In London, office workers slowly have been trickling back to their desks since the government lifted COVID lockdown restrictions on July 19. The United Kingdom saw a peak of Delta cases in July, but the numbers fell sharply in about two weeks. Recently, though, the number of cases has been rising again.
The number of commuters is nowhere near pre-pandemic levels, making it tough for small businesses in Central London’s financial district to survive.
Before the pandemic, Rado Asatrian, who has worked as a barber at the Man-oj hair salon in the financial district for six years, usually had 10 to 15 customers a day. It’s down to three or four.
“Now, it’s just so empty,” said Asatrian, who is considering moving to a busier location, switching careers or moving abroad.
In some downtowns, while the workers are still laregly remote, tourists are back and providing a boost.
In Atlanta, Kwan’s Deli and Korean Food is doing about as much summertime business as it did before the pandemic, said Andrew Song, whose family owns the restaurant. At the height of the pandemic, Kwan’s had lost about 80% of its business, reduced its hours and cut staff. But the deli has bounced back thanks to tourists visiting the Georgia Aquarium and events at a nearby convention hall.
Still, the Delta variant is creating uncertainty about the fall.
“It’s sort of hard to imagine what it will look like with office regulars not returning or being more remote,” Song said.
In Nashville, Lyle Richardson, chief operating officer for restaurant operator A. Marshall Hospitality, said he has seen the city’s restaurant industry ravaged by the coronavirus epidemic and estimates that hundreds of restaurants have closed.
Richardson — who’s on the board of the Tennessee Hospitality Association — stopped serving lunch at one restaurant, Deacon’s New South, to focus on dinner once office workers went remote. But he kept his other restaurant, Puckett’s Grocery & Restaurant, open from 7 a.m to 11 p.m. to attract tourists flocking back to the city.

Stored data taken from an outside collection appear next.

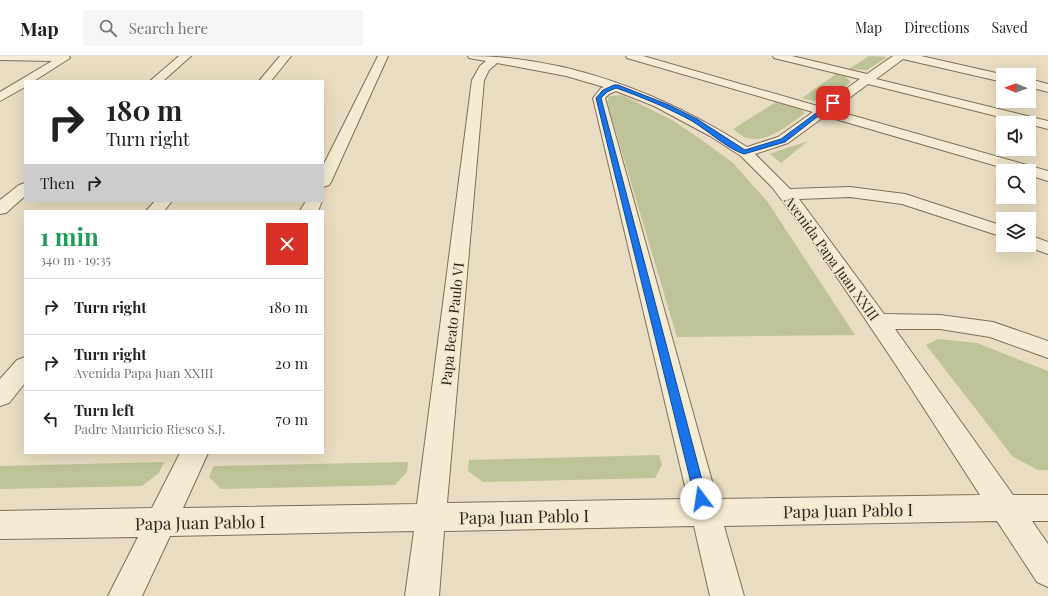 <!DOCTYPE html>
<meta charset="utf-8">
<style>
:root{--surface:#fff;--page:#f6f6f6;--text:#222;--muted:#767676;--line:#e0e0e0}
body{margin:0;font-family:"Playfair Display",serif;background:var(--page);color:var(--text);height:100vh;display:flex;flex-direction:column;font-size:15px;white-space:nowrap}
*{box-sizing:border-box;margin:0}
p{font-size:13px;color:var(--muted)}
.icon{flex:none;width:22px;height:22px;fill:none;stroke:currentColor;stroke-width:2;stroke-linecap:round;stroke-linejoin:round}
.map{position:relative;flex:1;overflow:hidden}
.side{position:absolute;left:24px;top:154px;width:300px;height:244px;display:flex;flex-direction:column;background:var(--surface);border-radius:0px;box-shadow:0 4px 16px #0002}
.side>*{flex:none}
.top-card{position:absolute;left:24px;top:24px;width:300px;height:122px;border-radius:0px;box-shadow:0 4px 16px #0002;background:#fff;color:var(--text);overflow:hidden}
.needle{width:26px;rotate:271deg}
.controls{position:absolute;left:996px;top:12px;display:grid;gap:8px}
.controls a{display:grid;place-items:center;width:40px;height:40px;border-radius:0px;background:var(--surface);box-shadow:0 4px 16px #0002;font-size:20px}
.pin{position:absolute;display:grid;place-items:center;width:34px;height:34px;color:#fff;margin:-17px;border-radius:8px;box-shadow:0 2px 6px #0006}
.me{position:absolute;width:44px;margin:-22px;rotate:346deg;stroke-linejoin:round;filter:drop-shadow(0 0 3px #0008)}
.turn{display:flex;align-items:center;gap:14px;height:84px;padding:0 16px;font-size:18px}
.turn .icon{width:52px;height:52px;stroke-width:2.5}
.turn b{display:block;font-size:28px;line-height:34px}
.then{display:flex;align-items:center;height:38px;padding:0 16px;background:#0003;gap:8px;font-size:15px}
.round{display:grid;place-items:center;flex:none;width:42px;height:42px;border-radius:0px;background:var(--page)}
.summary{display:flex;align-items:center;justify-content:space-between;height:68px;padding:0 16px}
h1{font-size:24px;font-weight:700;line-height:30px;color:#1e9e55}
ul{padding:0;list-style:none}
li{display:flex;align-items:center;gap:12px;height:56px;padding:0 16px;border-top:1px solid var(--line)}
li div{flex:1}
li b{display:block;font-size:15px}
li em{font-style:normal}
header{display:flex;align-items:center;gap:24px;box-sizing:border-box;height:56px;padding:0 20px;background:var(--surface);border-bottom:1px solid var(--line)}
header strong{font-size:19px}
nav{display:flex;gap:22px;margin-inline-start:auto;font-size:14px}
.search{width:280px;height:36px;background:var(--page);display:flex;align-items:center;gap:10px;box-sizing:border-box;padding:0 14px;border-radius:0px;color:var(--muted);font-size:15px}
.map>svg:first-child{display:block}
.green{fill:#bec497}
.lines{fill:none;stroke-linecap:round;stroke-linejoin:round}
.minor-casing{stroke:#7f6f5b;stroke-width:2}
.tertiary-casing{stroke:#7f6f5b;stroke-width:2}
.minor{fill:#f4ebd3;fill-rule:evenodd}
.tertiary{fill:#f4ebd3;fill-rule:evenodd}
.route{fill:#1a73e8;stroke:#114b97}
.labels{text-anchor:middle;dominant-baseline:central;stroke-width:3;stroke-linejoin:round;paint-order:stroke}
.street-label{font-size:14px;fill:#31271e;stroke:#f0e7d0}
.near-street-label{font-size:17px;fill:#31271e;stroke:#f0e7d0}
</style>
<header>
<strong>Map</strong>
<div class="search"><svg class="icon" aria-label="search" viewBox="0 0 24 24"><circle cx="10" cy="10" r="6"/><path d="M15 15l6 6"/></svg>Search here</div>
<nav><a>Map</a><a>Directions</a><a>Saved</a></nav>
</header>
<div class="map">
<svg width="1048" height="540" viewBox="0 0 1048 540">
<rect width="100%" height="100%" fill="#e8ddc2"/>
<g class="green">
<polygon points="869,0 887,1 867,14 849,13"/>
<path d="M836 18 846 21 851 26C832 40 827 50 802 42Z"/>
<polygon points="622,39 672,64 699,82 733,107 767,145 855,279 677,281 607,46 609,40"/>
<path d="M776 46 799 52 804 56V58C788 69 767 88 746 82 742 80 737 76 733 73Z"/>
<polygon points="808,85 781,107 770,98 775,96"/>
<polygon points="938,283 977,287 1048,315 1048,414 1038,414 1013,401 926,289"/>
<polygon points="659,399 662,409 655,422 483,426 468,415 469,404"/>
<polygon points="164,406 159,417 142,430 0,433 0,410"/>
<polygon points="408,406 407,416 395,429 221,433 209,421 214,410"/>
</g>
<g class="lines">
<g class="minor-casing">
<g id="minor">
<polygon points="179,0 191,0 163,25 150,25"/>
<polygon points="280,0 291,0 271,25 259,25"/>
<polygon points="378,0 388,0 331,126 329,129 323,131 323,110"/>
<path d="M468 0C567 0 664 38 747 91L778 81 813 56 627 2 626 0H643L821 51 860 23 774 2 773 0H792L867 18 893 0H921L1005 19H1003V26L903 3 876 23 1048 65V73L1029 68V67H1024L868 28 833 54 1048 115V125L1029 119V115H1014L825 60 788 87 755 98 790 133 850 131 905 138 1003 170V181L902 148 850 141 799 143 884 258 940 259 993 266 1048 285V302L990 281 940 273H895L1013 439H1048V465H1032L1048 488V531L1037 526 997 465 724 470 744 540H710L694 470 444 475 439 540H405L414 475 170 480 142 540H108L138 481 0 483V455L152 452 180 397H208L183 452 417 448 472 24 480 10 486 5 469 2ZM497 7 566 20 604 31 601 32 593 42 688 443 447 447 484 24 489 14ZM616 35 654 50 710 80 741 100 772 131 810 181 896 309 980 439 717 443 605 42 609 38Z"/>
<polygon points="1029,23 1048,28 1048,36 1029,31"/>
<polygon points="25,127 25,140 6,157 0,158 0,144 19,129"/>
<polygon points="155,145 172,145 164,155 146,155"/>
<polygon points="306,145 322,145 318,155 300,155"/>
<polygon points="1029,179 1048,186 1048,198 1023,189 1029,189"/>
<polygon points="25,301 25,327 9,347 0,350 0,323 17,304"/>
</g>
</g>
<g class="tertiary-casing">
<polygon id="tertiary" points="0,0 69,0 70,2 34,25 25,25 25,31 0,45 0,36 52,5 0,4"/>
</g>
<use href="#minor" class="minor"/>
<use href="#tertiary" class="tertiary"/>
</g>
<path class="route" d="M614 29H618L669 49 697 63 745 94 781 83 831 46 835 47 785 86 744 98C728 93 708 75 692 65 668 52 642 41 616 32L607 36 601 42 707 443 706 447 701 448 697 447 695 443 596 42 603 34Z"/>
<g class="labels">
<g class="street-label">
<text transform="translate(832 202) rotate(54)">Avenida Papa Juan XXIII</text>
<text transform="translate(452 268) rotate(-84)">Papa Beato Paulo VI</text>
</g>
<g class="near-street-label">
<text transform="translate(848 454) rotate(-1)">Papa Juan Pablo I</text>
<text transform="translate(524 460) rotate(-1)">Papa Juan Pablo I</text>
<text transform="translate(200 466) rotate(-1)">Papa Juan Pablo I</text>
</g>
</g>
</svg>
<div class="controls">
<a><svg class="needle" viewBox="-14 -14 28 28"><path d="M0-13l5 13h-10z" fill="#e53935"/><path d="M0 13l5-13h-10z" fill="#767676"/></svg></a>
<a><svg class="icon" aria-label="sound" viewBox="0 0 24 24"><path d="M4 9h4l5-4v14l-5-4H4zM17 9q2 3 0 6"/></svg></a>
<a><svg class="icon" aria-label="search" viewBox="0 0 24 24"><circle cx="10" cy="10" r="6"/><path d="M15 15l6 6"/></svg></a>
<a><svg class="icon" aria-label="layers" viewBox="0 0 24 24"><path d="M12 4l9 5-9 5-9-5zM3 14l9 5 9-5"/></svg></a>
</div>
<div class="pin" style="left:833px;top:47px;background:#d93025"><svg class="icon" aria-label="arrive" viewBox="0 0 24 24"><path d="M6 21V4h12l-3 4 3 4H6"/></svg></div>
<svg class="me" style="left:701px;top:443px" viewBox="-20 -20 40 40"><circle r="19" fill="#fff"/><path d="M0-13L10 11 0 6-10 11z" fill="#1a73e8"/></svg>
<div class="top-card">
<div class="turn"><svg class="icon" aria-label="right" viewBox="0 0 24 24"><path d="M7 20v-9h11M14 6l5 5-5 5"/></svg><div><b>180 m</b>Turn right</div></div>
<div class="then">Then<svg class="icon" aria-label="right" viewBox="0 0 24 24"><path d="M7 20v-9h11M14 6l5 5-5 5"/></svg></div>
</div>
<section class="side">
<div class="summary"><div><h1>1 min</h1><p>340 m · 19:35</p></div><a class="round" style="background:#d93025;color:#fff"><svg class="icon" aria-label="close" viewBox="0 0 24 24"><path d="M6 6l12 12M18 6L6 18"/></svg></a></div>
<ul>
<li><svg class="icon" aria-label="right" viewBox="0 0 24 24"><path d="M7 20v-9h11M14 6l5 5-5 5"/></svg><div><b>Turn right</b></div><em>180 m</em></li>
<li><svg class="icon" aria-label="right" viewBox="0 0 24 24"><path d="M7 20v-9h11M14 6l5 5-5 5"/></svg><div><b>Turn right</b><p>Avenida Papa Juan XXIII</p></div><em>20 m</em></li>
<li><svg class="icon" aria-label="left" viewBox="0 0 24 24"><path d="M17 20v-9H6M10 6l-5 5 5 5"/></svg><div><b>Turn left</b><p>Padre Mauricio Riesco S.J.</p></div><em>70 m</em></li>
</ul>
</section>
</div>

“The normalcy we called pre-COVID, that no longer exists,” he said. “We have to be prepared, on our toes, to adapt. ”
In Detroit, business at Cannelle by Matt Knio, a downtown bakery and sandwich shop, has rebounded above 2019 levels after a precipitous dropoff. Baseball and football crowds are back, and outdoor dining and takeout remain popular.
If businesses are subject to more restrictions when the weather gets colder, Knio said he thinks he can rely on the lessons learned so far in the pandemic to get by.
“I think we know our way around now and how to deal with it,” he said. “We’ll be able to do takeout and curbside pickup.”